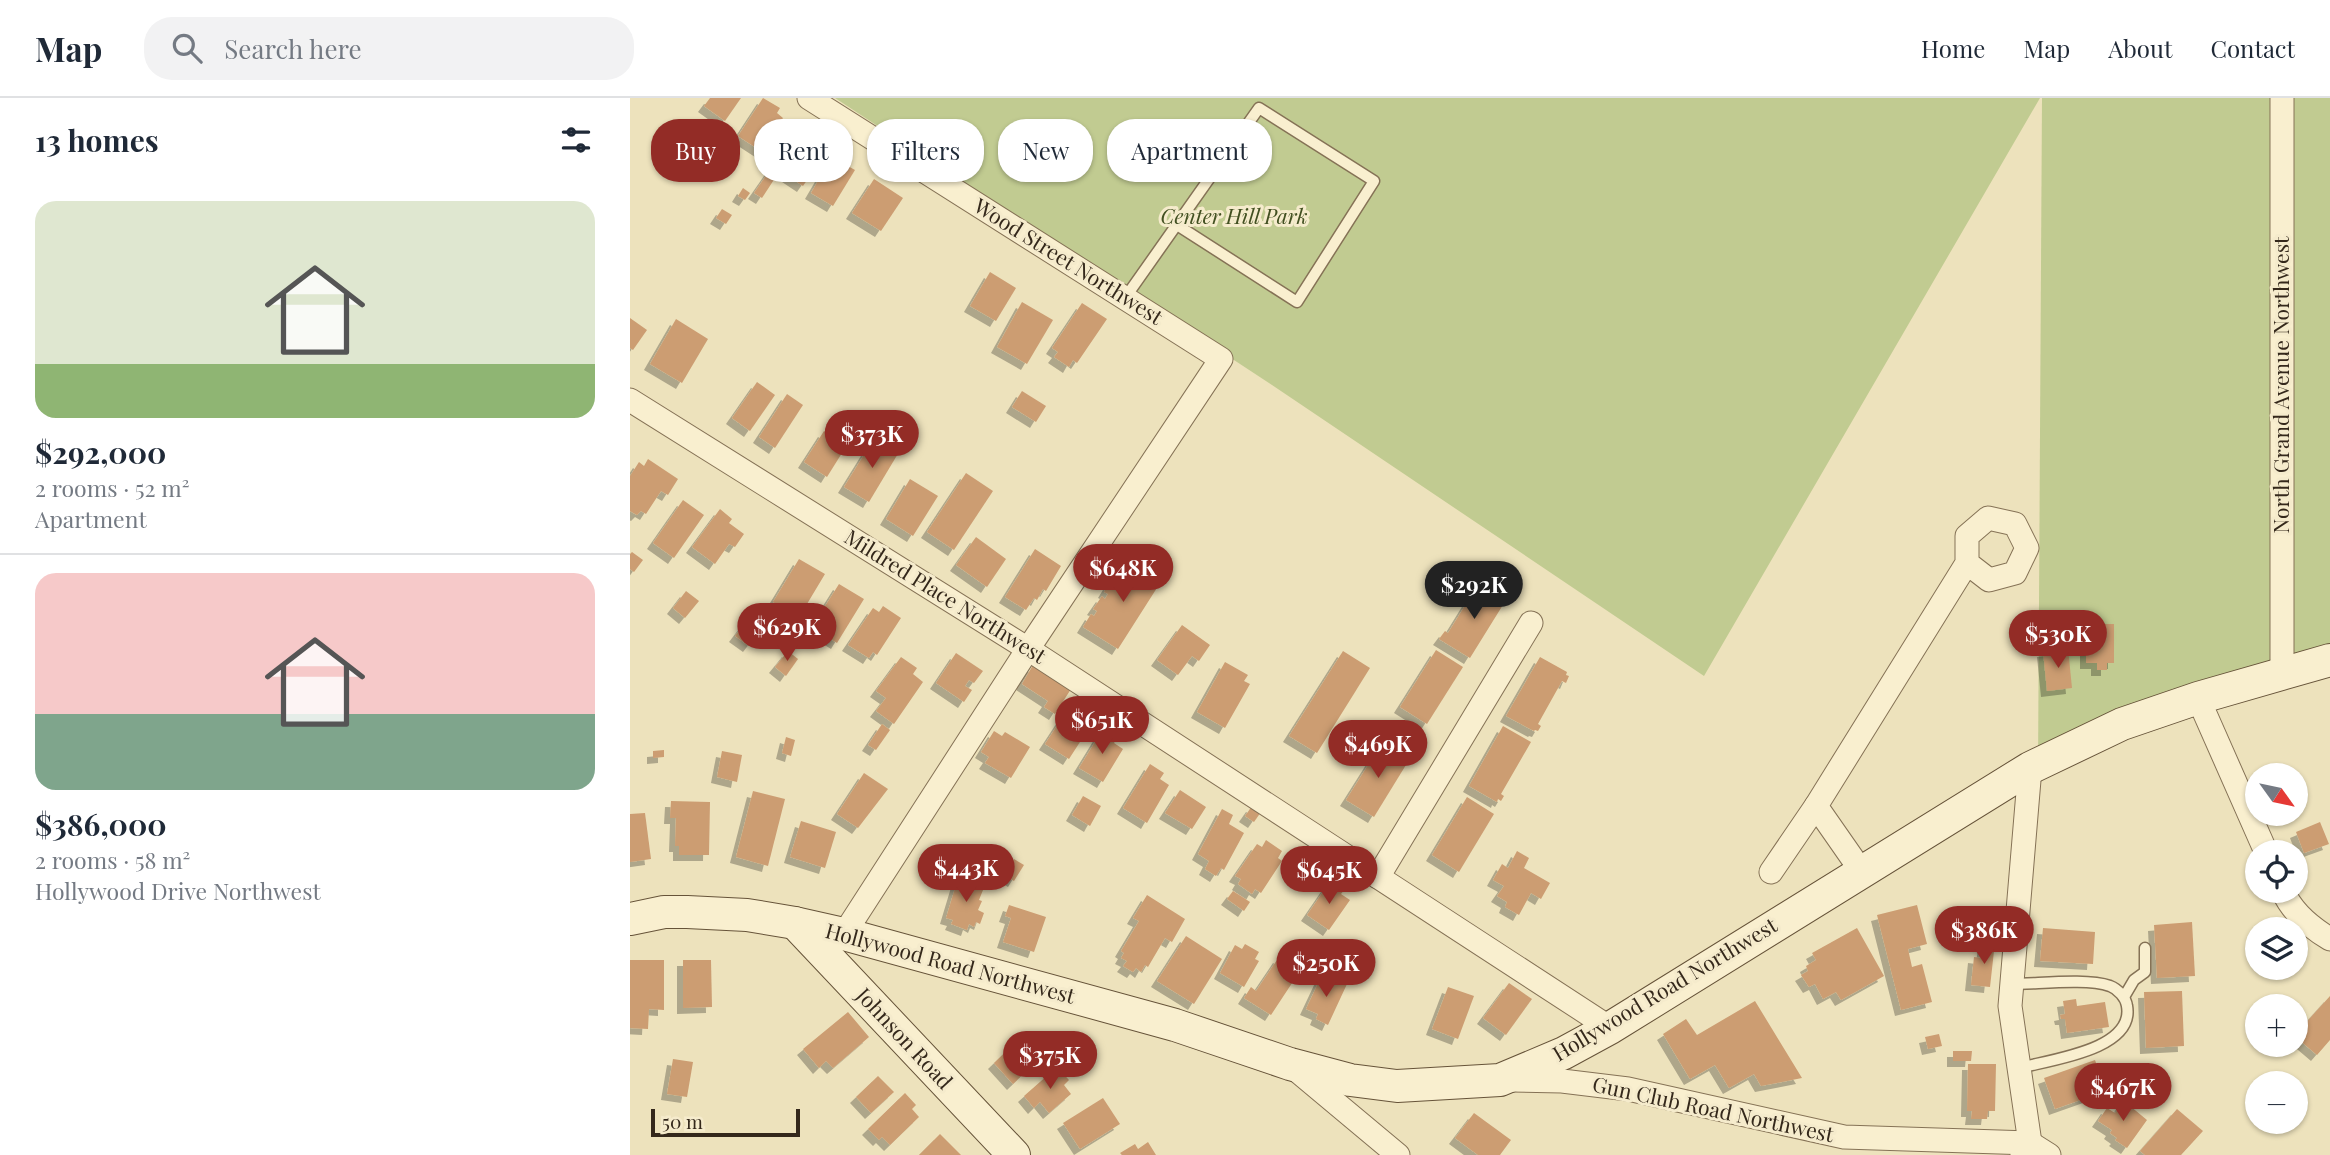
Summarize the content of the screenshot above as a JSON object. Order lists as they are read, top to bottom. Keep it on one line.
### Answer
{"streets":{"street":["Wood Street Northwest","North Grand Avenue Northwest","Mildred Place Northwest","Hollywood Road Northwest","Johnson Road","Gun Club Road Northwest"]},"crossings":[["Wood Street Northwest","Mildred Place Northwest"],["North Grand Avenue Northwest","Hollywood Road Northwest"],["Mildred Place Northwest","Hollywood Road Northwest"],["Hollywood Road Northwest","Johnson Road"],["Hollywood Road Northwest","Gun Club Road Northwest"]],"parks":["Center Hill Park"],"scale_bar":"50 m","north":"bottom right","page":{"header":"Map","search":"Search here","nav":["Home","Map","About","Contact"],"heading":"13 homes","chip":["Buy","Rent","Filters","New","Apartment"],"list":[{"name":"$292,000","note":"2 rooms · 52 m² · Apartment"},{"name":"$386,000","note":"2 rooms · 58 m² · Hollywood Drive Northwest"}],"price":["$373K","$648K","$292K","$629K","$530K","$651K","$469K","$443K","$645K","$386K","$250K","$375K","$467K"],"map_buttons":["+","−"],"scale":"50 m"}}
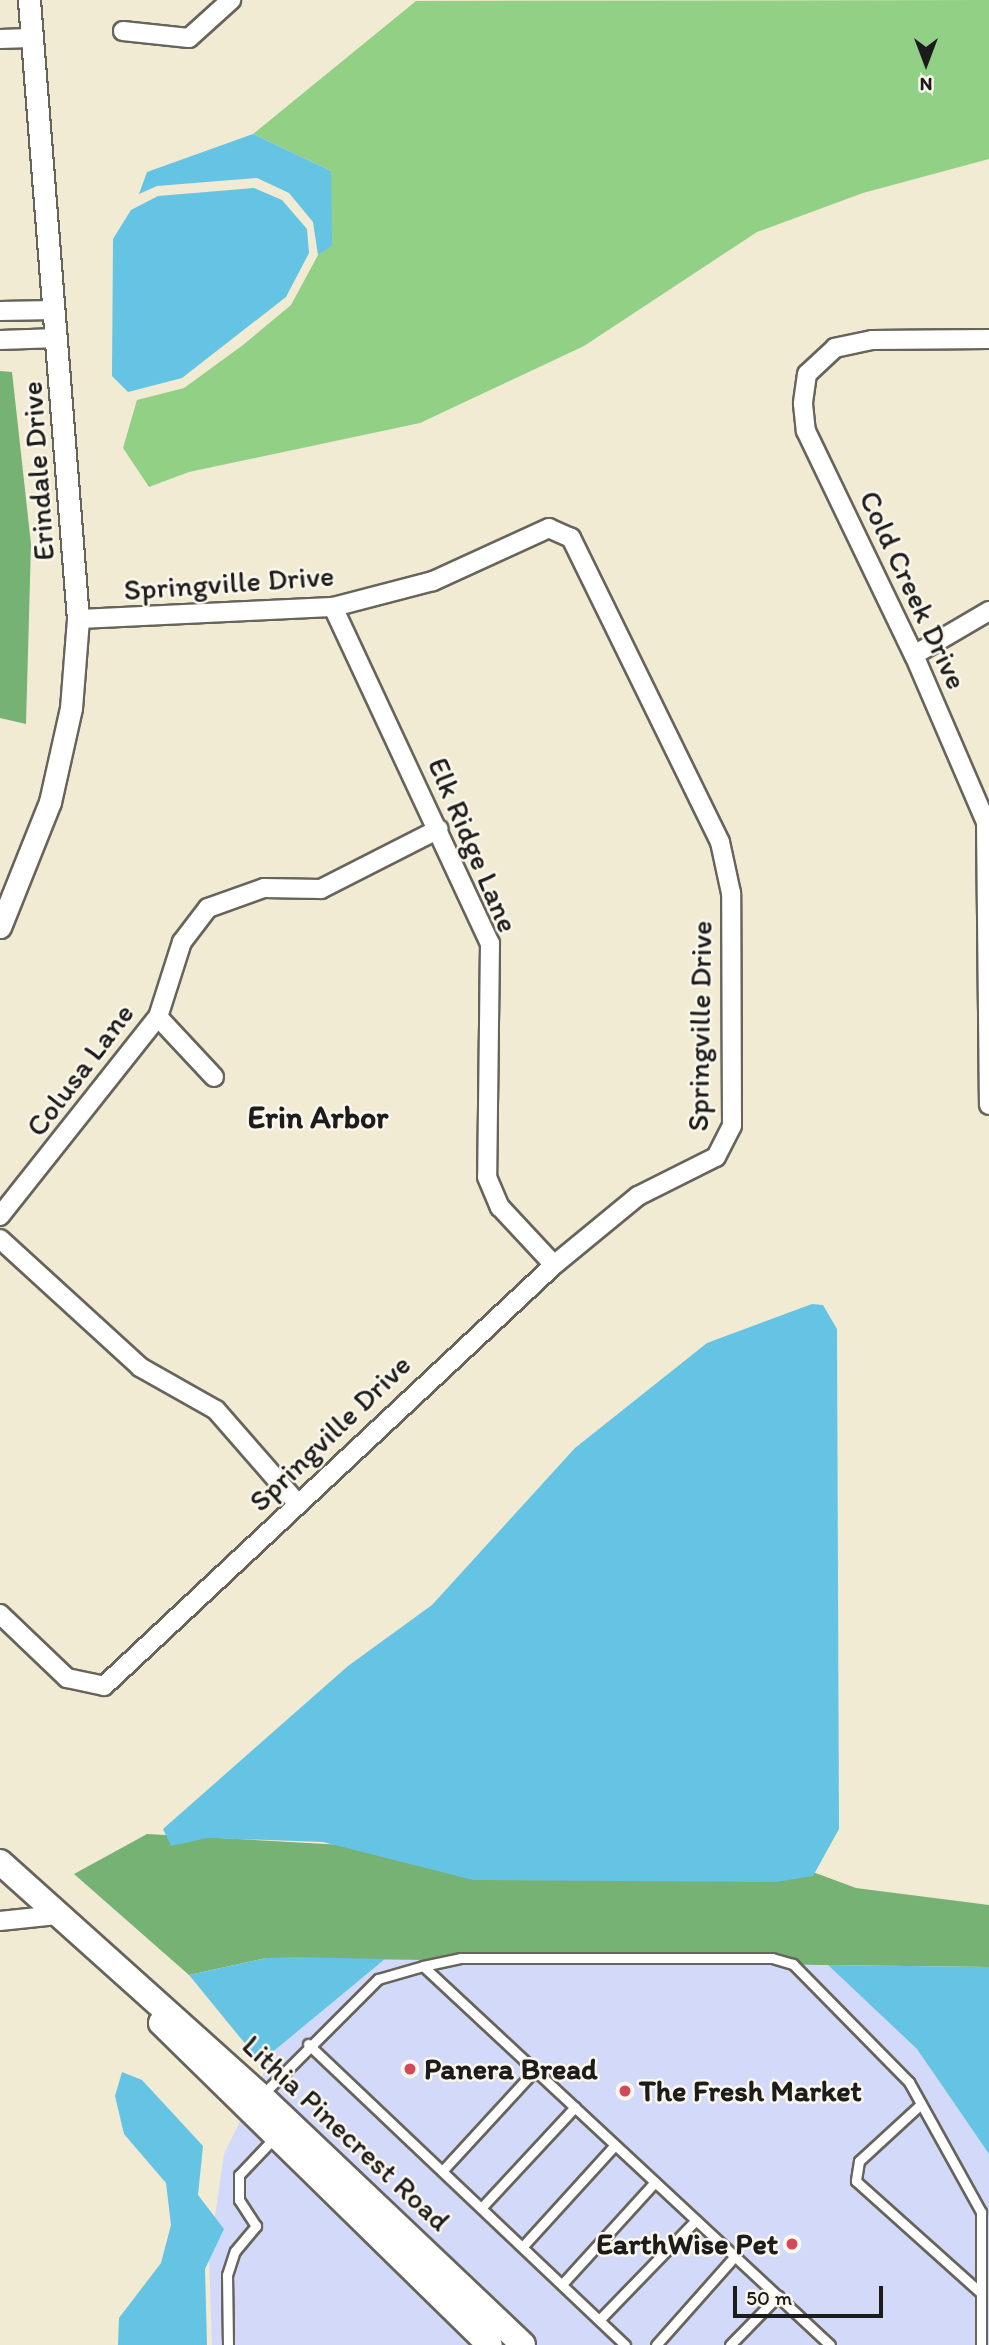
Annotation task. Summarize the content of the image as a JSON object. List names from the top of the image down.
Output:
{
  "streets": {
    "main road": ["Lithia Pinecrest Road"],
    "street": [
      "Erindale Drive",
      "Springville Drive",
      "Cold Creek Drive",
      "Elk Ridge Lane",
      "Colusa Lane"
    ]
  },
  "crossings": [
    ["Erindale Drive", "Springville Drive"],
    ["Springville Drive", "Elk Ridge Lane"],
    ["Elk Ridge Lane", "Colusa Lane"]
  ],
  "districts": ["Erin Arbor"],
  "places": ["Panera Bread", "The Fresh Market", "EarthWise Pet"],
  "scale_bar": "50 m",
  "north": "bottom"
}
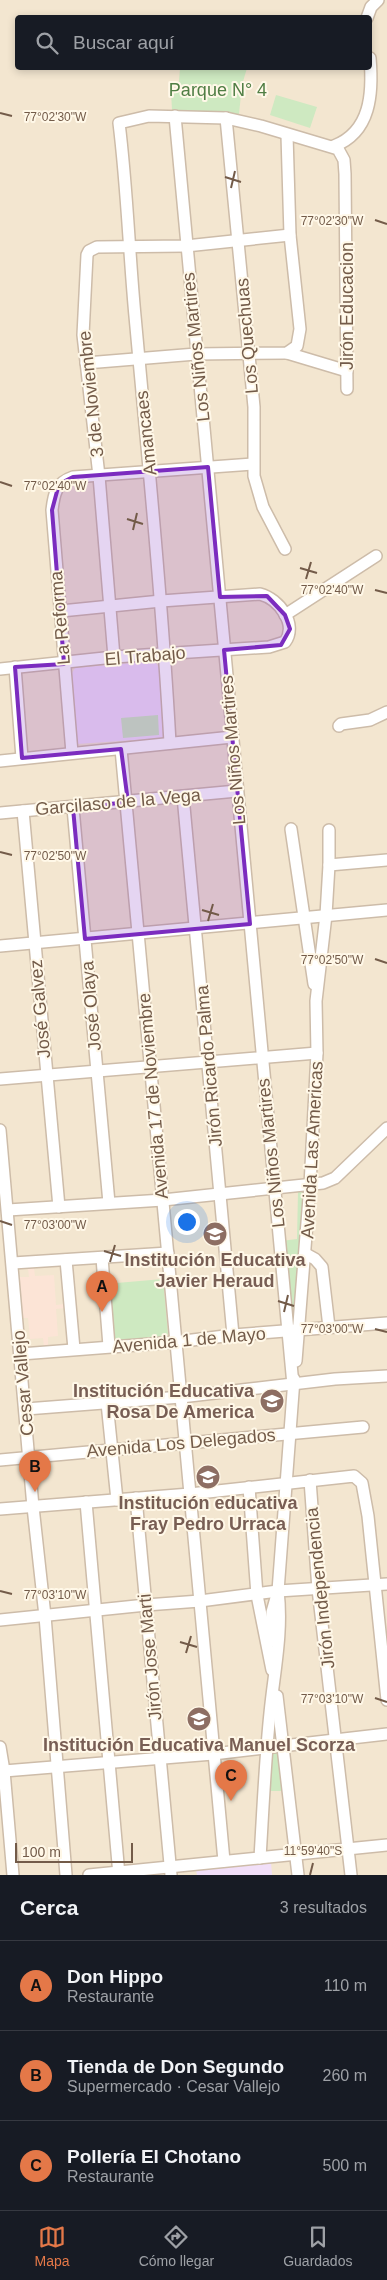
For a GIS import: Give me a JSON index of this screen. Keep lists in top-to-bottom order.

* * * * * * * * *

- [WORK REQUIRED]
Scan the material above for the string "Summarize" and copy every line that has it.

- [RESULT BELOW]
Summarize the content of the screenshot above as a JSON object. Order lists as they are read, top to bottom. Keep it on one line.
Annotation task. Summarize the content of the image as a JSON object. List names from the top of the image down.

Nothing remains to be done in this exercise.